## Problem description
Give back all of the data exactly, with every picture omitted.
Records for this exercise: Begin
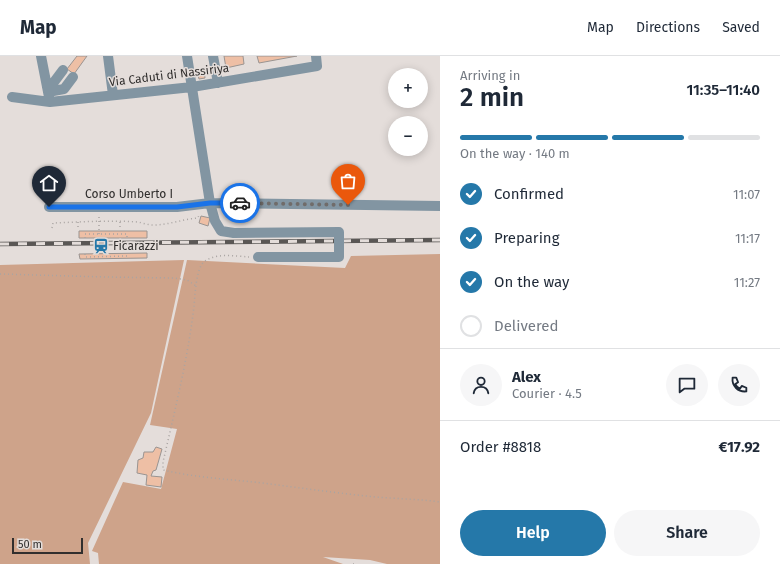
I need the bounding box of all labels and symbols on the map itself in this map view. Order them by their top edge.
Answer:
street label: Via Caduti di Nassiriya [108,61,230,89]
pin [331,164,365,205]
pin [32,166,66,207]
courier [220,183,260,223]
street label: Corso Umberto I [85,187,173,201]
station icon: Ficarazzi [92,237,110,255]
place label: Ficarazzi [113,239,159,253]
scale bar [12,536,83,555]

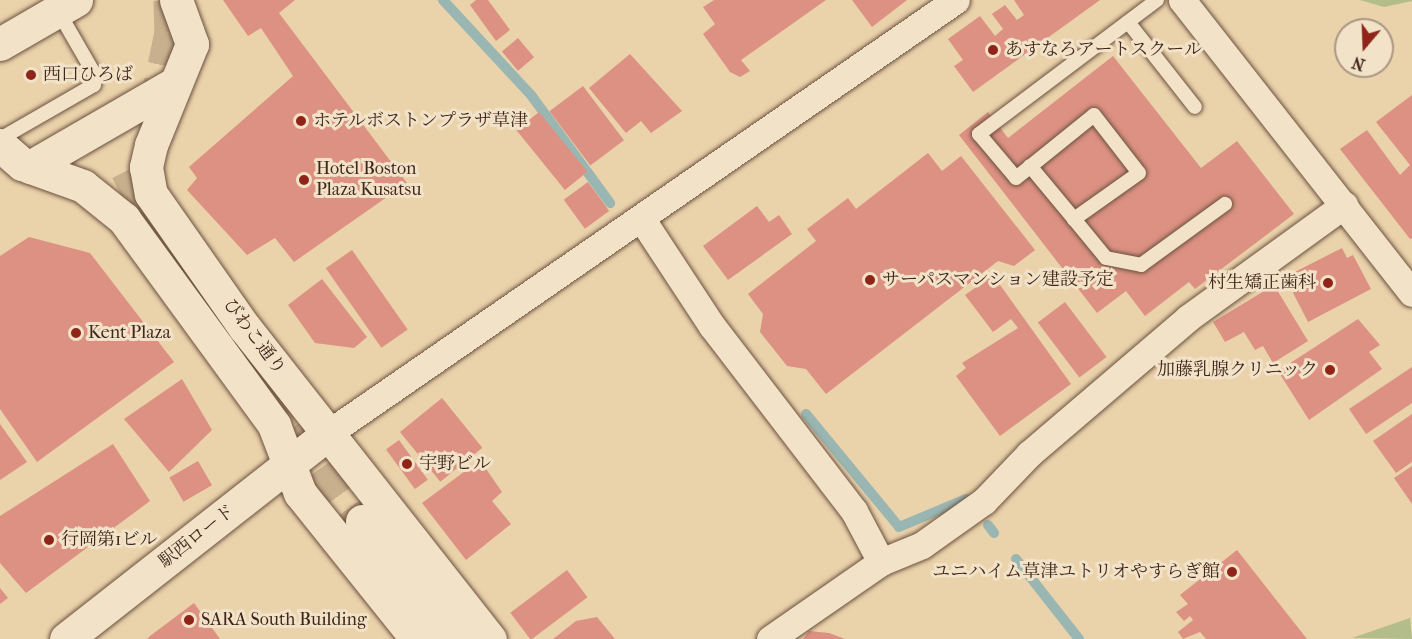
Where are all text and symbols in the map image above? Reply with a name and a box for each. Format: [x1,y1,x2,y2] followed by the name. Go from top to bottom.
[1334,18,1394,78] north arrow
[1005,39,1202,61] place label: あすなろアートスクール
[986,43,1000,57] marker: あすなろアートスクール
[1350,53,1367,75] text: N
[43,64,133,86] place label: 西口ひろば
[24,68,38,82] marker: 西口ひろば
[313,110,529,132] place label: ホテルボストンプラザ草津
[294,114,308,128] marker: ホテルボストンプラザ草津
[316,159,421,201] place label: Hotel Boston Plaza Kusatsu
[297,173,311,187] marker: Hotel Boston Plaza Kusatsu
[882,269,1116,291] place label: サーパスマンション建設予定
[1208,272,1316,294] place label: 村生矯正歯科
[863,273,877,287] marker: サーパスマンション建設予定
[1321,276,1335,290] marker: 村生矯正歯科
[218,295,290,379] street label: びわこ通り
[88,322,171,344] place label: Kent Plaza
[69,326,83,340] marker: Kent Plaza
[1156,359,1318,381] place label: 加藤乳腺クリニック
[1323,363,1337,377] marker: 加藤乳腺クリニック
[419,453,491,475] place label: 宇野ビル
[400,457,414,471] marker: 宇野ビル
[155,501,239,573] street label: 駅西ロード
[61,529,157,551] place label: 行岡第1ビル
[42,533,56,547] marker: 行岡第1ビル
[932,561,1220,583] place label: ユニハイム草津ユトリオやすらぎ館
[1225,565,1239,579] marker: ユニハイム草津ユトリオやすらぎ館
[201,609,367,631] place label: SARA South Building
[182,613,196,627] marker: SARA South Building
Records for this exercise: End
## Written reply
I need the bounding box of all labels and symbols on the map itself in this map view. Order them by their top edge.
Answer:
street label: Via Caduti di Nassiriya [108,61,230,89]
pin [331,164,365,205]
pin [32,166,66,207]
courier [220,183,260,223]
street label: Corso Umberto I [85,187,173,201]
station icon: Ficarazzi [92,237,110,255]
place label: Ficarazzi [113,239,159,253]
scale bar [12,536,83,555]

Where are all text and symbols in the map image above? Reply with a name and a box for each. Format: [x1,y1,x2,y2] followed by the name. Go from top to bottom.
[1334,18,1394,78] north arrow
[1005,39,1202,61] place label: あすなろアートスクール
[986,43,1000,57] marker: あすなろアートスクール
[1350,53,1367,75] text: N
[43,64,133,86] place label: 西口ひろば
[24,68,38,82] marker: 西口ひろば
[313,110,529,132] place label: ホテルボストンプラザ草津
[294,114,308,128] marker: ホテルボストンプラザ草津
[316,159,421,201] place label: Hotel Boston Plaza Kusatsu
[297,173,311,187] marker: Hotel Boston Plaza Kusatsu
[882,269,1116,291] place label: サーパスマンション建設予定
[1208,272,1316,294] place label: 村生矯正歯科
[863,273,877,287] marker: サーパスマンション建設予定
[1321,276,1335,290] marker: 村生矯正歯科
[218,295,290,379] street label: びわこ通り
[88,322,171,344] place label: Kent Plaza
[69,326,83,340] marker: Kent Plaza
[1156,359,1318,381] place label: 加藤乳腺クリニック
[1323,363,1337,377] marker: 加藤乳腺クリニック
[419,453,491,475] place label: 宇野ビル
[400,457,414,471] marker: 宇野ビル
[155,501,239,573] street label: 駅西ロード
[61,529,157,551] place label: 行岡第1ビル
[42,533,56,547] marker: 行岡第1ビル
[932,561,1220,583] place label: ユニハイム草津ユトリオやすらぎ館
[1225,565,1239,579] marker: ユニハイム草津ユトリオやすらぎ館
[201,609,367,631] place label: SARA South Building
[182,613,196,627] marker: SARA South Building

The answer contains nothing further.